━━━ RECORDS SUPPLIED ━━━
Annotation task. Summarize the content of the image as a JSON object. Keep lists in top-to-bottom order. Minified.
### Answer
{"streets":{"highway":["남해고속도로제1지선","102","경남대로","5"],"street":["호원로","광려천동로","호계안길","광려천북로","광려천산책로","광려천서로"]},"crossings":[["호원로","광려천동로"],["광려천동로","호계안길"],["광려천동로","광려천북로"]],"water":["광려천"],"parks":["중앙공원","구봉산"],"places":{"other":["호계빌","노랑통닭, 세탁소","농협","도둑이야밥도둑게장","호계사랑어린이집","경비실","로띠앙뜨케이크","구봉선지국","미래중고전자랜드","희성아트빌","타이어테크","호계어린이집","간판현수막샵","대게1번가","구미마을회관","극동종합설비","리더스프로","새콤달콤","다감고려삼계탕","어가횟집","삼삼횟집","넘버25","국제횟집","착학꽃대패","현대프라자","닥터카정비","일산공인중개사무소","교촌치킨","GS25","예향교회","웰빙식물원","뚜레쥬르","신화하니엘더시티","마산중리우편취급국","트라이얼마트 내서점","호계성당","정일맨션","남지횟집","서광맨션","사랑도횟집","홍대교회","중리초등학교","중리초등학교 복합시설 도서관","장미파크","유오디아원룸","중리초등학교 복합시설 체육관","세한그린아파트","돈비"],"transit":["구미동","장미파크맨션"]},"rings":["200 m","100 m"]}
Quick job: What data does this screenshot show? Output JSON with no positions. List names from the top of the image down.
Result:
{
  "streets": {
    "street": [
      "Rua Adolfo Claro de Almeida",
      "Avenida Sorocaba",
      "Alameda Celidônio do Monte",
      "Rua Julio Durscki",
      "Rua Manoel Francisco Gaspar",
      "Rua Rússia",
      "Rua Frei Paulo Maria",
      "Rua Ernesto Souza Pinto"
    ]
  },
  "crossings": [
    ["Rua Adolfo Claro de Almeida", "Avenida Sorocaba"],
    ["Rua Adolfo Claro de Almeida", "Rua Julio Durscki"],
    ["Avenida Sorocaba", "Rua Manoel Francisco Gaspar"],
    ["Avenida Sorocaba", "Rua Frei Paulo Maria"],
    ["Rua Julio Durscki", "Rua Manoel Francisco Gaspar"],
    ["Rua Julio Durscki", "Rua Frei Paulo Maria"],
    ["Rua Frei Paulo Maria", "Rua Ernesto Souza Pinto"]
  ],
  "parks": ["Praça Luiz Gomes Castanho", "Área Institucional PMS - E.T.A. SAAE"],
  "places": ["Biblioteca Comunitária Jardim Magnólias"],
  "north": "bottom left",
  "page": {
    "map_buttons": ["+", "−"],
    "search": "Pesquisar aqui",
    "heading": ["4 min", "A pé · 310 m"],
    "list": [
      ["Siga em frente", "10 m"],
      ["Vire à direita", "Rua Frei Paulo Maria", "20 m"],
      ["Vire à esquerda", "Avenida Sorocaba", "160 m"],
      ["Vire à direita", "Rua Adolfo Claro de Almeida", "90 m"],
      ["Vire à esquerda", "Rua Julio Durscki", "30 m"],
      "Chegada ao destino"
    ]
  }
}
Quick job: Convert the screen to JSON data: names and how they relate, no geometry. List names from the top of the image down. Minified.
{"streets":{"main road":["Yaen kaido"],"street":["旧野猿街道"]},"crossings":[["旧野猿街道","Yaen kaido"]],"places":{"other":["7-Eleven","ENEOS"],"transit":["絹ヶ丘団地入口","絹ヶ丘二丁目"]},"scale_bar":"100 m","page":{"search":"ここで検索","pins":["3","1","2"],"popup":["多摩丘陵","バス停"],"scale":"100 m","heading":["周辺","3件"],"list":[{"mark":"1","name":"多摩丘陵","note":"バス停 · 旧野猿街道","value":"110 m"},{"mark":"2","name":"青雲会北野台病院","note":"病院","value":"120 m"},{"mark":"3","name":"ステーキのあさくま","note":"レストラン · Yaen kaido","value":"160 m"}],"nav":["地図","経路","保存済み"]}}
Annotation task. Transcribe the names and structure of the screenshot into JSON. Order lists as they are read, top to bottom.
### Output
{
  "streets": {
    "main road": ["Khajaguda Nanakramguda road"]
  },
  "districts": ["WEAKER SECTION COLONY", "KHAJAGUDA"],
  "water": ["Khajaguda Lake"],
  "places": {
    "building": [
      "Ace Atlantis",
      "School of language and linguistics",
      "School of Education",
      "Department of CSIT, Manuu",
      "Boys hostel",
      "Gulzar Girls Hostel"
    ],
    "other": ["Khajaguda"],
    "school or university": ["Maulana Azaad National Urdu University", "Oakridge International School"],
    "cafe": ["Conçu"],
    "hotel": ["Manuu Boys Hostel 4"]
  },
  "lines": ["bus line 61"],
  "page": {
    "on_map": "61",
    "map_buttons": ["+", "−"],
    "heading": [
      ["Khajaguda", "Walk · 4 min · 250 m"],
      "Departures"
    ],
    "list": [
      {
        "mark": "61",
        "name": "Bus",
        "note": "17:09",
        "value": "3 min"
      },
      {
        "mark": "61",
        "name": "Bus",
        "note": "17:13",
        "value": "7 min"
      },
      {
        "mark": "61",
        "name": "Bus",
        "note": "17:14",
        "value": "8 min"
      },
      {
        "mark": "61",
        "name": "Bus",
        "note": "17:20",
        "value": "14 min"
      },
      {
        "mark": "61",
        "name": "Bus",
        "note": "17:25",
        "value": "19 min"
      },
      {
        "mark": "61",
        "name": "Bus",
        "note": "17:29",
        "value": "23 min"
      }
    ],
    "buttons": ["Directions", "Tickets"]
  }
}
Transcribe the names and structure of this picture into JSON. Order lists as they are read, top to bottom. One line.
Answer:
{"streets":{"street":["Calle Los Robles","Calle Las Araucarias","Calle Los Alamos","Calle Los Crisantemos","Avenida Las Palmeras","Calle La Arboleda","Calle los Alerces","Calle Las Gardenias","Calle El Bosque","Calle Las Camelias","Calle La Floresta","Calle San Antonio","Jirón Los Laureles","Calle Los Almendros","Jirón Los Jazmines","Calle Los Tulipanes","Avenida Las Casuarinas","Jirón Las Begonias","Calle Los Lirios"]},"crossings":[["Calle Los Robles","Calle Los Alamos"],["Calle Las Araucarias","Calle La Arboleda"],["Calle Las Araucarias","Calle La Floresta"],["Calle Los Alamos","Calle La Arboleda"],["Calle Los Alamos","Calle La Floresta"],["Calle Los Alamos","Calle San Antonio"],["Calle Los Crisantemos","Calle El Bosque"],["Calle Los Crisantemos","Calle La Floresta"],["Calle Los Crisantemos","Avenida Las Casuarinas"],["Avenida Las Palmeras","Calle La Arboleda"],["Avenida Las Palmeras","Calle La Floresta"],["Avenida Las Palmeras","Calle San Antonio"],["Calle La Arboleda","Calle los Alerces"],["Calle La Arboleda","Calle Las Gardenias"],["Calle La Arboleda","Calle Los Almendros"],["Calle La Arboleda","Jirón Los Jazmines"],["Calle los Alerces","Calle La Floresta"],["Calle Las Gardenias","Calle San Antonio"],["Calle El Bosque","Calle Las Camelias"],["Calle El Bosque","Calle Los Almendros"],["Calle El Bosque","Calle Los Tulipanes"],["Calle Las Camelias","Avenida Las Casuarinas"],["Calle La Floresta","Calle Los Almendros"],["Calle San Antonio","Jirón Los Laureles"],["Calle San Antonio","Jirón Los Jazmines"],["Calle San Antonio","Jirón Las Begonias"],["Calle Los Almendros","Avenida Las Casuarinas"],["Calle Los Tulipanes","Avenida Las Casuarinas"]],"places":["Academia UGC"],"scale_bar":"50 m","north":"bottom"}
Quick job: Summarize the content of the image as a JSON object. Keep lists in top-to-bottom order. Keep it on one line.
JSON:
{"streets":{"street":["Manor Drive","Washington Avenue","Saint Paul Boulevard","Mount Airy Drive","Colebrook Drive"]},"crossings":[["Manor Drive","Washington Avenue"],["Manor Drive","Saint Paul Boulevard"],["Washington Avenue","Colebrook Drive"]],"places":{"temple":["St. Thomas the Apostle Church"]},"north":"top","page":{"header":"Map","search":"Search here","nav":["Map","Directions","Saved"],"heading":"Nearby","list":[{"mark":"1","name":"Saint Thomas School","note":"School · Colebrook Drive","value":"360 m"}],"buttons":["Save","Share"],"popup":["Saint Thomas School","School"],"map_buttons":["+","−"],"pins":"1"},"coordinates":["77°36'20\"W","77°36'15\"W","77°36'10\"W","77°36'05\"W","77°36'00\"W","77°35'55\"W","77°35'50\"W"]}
━━━
Where does the word "Summarize" occur in the data? Copy every line that has it.

Annotation task. Summarize the content of the image as a JSON object. Keep lists in top-to-bottom order. Minified.
Quick job: Summarize the content of the image as a JSON object. Keep lists in top-to-bottom order. Keep it on one line.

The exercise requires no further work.